## DATA FOR THIS TASK

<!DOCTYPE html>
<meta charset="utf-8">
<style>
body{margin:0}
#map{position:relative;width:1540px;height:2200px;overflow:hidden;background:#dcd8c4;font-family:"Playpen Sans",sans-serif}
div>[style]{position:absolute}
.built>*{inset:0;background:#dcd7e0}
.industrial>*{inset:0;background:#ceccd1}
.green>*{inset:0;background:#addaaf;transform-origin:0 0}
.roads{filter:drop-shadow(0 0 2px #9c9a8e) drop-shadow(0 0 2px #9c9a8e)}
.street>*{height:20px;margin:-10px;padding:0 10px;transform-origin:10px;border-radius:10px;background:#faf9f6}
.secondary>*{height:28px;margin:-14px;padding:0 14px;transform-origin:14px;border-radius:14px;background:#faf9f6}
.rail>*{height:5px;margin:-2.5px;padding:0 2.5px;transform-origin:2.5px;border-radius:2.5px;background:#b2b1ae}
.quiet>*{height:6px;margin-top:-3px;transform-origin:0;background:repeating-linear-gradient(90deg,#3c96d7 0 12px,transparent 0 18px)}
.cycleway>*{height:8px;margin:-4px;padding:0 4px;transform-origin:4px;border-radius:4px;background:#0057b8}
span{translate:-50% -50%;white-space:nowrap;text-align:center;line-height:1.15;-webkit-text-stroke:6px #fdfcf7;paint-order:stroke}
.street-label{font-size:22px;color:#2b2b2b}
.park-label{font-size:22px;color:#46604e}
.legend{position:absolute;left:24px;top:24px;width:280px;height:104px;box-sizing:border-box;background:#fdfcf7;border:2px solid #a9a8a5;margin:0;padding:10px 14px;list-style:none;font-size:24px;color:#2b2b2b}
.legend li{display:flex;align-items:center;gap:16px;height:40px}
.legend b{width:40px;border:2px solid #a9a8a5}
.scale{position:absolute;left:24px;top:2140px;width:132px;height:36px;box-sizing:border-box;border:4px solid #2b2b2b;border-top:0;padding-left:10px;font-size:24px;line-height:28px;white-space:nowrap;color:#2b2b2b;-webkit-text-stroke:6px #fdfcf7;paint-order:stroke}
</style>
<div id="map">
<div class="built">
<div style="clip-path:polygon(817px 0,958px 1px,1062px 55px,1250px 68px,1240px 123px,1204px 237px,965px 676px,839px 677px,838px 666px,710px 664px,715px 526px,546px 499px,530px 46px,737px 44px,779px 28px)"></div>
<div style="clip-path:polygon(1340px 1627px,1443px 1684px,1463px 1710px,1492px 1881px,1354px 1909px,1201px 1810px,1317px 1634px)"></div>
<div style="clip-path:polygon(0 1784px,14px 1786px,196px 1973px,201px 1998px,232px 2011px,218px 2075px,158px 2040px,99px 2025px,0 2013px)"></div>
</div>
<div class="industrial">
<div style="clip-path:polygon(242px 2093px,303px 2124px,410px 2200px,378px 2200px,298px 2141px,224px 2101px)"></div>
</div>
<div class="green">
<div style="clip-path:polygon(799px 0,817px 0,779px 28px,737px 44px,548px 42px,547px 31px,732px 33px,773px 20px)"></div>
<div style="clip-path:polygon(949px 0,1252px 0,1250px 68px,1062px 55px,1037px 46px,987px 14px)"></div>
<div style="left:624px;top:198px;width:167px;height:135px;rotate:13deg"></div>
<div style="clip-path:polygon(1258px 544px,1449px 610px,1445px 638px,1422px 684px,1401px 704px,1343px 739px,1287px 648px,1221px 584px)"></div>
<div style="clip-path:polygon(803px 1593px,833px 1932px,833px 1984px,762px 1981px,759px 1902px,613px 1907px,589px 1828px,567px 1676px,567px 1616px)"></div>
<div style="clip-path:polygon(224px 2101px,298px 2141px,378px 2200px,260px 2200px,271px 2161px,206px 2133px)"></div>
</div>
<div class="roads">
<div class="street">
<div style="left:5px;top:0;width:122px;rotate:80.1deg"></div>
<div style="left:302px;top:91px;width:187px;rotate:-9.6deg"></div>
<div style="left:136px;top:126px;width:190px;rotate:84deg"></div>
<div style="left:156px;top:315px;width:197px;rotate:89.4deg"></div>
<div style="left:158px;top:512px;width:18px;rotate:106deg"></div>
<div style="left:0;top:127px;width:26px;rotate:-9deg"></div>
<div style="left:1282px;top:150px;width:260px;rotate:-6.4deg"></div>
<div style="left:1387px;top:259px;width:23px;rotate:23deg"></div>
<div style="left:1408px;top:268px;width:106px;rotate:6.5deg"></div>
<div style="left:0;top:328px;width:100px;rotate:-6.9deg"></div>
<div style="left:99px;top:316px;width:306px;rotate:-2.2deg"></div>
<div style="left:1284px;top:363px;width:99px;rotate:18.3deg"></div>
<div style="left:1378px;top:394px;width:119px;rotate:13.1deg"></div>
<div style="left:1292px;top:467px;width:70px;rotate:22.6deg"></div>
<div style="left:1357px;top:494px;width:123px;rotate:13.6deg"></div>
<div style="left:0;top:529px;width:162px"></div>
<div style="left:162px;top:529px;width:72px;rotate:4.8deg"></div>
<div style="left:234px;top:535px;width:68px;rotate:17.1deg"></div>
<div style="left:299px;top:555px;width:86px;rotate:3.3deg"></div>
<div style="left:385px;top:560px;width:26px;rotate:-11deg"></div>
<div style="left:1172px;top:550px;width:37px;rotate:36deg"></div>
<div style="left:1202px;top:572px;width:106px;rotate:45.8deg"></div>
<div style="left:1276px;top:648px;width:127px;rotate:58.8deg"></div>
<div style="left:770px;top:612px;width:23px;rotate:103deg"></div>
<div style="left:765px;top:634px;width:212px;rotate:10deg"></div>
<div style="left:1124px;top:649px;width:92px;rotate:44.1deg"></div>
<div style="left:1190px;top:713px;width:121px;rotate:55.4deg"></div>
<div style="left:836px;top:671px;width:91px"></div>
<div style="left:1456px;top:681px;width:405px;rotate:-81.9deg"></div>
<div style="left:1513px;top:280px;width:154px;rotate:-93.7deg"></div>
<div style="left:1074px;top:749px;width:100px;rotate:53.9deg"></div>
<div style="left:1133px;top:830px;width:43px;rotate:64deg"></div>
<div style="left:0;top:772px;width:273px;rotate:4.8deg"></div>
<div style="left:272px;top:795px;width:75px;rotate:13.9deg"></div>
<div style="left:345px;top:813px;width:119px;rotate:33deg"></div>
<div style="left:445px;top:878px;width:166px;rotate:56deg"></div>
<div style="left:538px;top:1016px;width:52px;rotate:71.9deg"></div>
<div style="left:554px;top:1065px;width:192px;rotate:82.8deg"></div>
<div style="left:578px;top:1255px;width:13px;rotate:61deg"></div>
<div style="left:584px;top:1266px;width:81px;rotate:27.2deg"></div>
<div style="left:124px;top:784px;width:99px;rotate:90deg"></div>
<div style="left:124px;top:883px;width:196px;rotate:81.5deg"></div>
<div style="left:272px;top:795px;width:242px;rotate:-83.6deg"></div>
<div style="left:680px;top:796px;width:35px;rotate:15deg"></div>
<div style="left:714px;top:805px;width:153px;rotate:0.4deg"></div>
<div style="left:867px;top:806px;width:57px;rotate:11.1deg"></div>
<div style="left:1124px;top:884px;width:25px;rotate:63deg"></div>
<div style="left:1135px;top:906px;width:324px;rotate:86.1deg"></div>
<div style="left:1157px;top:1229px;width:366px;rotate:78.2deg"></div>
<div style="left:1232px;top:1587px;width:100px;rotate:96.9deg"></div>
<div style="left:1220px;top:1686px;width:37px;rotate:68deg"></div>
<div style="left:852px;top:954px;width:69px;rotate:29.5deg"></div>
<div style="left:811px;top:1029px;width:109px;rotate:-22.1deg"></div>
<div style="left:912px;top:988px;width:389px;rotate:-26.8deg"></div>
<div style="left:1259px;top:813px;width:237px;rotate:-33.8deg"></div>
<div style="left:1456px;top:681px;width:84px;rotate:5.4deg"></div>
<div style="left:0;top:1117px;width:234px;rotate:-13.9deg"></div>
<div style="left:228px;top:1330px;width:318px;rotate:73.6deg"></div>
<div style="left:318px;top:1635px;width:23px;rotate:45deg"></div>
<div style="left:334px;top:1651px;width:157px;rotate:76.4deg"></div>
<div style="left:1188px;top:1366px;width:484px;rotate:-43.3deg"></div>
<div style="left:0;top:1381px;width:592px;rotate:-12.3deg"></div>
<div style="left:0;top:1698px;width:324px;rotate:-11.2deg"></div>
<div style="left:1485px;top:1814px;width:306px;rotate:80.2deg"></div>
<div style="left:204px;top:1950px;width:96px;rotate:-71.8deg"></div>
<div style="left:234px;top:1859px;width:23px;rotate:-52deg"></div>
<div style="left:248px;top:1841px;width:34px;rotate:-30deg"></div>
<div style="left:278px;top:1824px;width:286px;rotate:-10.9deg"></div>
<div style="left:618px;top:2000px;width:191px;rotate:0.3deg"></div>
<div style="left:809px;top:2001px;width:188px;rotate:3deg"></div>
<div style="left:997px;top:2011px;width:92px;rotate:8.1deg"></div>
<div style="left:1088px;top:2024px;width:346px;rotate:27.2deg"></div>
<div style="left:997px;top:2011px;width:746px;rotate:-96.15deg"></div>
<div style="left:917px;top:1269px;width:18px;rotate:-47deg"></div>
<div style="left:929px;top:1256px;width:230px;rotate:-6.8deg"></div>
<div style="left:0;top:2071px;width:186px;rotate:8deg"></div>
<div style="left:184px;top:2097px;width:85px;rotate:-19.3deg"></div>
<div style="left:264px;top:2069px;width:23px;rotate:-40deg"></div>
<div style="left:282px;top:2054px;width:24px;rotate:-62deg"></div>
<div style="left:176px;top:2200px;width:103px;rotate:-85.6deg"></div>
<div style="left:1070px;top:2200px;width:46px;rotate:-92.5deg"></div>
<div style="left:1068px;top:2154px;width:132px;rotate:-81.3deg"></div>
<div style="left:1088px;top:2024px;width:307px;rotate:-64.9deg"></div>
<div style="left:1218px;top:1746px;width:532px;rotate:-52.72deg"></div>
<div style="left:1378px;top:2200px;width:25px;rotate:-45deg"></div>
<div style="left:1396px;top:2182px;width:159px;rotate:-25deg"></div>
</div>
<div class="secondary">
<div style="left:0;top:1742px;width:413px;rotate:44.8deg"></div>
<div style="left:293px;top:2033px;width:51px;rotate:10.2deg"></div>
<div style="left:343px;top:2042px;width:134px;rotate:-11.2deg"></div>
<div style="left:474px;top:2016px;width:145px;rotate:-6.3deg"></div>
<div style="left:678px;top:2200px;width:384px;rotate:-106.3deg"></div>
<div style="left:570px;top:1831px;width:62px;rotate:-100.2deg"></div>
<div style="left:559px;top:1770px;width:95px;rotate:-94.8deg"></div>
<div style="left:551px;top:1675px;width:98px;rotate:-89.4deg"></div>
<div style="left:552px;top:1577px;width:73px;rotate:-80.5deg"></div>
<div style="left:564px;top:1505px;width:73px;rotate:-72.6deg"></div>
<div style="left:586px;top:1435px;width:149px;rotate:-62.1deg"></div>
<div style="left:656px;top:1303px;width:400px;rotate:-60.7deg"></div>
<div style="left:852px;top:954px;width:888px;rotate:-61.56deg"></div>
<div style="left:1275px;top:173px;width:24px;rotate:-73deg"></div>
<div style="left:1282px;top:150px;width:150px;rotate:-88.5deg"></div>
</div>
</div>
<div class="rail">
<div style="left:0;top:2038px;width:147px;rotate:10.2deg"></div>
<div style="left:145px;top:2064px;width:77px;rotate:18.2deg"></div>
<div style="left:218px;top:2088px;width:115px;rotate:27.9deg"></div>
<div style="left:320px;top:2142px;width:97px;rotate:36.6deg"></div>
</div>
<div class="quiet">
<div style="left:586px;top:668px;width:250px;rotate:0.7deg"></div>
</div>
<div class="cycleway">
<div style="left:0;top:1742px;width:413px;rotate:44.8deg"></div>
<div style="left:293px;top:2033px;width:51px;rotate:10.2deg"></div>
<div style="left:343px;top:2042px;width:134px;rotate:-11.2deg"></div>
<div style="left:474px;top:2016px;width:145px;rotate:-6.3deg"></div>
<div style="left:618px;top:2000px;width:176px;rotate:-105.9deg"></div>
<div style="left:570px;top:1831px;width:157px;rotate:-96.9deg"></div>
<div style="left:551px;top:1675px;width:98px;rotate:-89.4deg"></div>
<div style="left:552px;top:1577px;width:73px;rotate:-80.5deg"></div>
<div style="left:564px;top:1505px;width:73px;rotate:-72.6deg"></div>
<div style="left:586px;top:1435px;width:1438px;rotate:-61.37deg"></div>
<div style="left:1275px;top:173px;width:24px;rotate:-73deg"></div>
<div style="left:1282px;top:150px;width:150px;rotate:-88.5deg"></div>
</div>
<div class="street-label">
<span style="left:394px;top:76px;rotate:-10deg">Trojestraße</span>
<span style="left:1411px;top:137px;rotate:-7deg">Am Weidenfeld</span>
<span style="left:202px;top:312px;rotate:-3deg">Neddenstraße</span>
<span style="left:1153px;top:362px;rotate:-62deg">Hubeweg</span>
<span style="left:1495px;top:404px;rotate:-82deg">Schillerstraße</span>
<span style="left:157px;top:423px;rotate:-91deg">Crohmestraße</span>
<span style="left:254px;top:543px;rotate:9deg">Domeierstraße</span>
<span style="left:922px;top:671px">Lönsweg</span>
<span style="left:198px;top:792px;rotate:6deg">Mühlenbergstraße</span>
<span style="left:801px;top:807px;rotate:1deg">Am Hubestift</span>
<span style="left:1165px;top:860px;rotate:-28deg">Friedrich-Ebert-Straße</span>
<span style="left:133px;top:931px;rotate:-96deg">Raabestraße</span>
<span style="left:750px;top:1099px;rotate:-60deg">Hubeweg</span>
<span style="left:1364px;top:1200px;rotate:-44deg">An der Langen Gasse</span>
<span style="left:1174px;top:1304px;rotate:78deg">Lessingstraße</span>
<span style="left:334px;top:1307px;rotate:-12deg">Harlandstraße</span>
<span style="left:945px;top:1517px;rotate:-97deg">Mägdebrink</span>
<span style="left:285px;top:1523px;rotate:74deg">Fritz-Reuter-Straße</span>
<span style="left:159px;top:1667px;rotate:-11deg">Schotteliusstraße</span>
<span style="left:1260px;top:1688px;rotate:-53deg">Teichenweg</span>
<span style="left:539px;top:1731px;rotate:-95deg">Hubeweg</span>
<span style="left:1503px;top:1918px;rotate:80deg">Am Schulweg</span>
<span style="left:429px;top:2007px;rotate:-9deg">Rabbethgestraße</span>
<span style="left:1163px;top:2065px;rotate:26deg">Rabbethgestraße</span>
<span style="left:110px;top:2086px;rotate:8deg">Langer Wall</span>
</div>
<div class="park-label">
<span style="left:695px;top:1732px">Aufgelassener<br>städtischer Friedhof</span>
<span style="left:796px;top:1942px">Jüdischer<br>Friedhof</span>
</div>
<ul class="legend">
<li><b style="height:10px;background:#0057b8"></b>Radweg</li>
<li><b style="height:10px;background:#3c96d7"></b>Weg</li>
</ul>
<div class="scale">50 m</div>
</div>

## TASK INSTRUCTIONS
Please return exactly the lines from the opening line of the data above through the line with "2px #9c9a8e) drop-shadow(0", both included and nothing else.

## OUTPUT OF THE EXERCISE
<!DOCTYPE html>
<meta charset="utf-8">
<style>
body{margin:0}
#map{position:relative;width:1540px;height:2200px;overflow:hidden;background:#dcd8c4;font-family:"Playpen Sans",sans-serif}
div>[style]{position:absolute}
.built>*{inset:0;background:#dcd7e0}
.industrial>*{inset:0;background:#ceccd1}
.green>*{inset:0;background:#addaaf;transform-origin:0 0}
.roads{filter:drop-shadow(0 0 2px #9c9a8e) drop-shadow(0 0 2px #9c9a8e)}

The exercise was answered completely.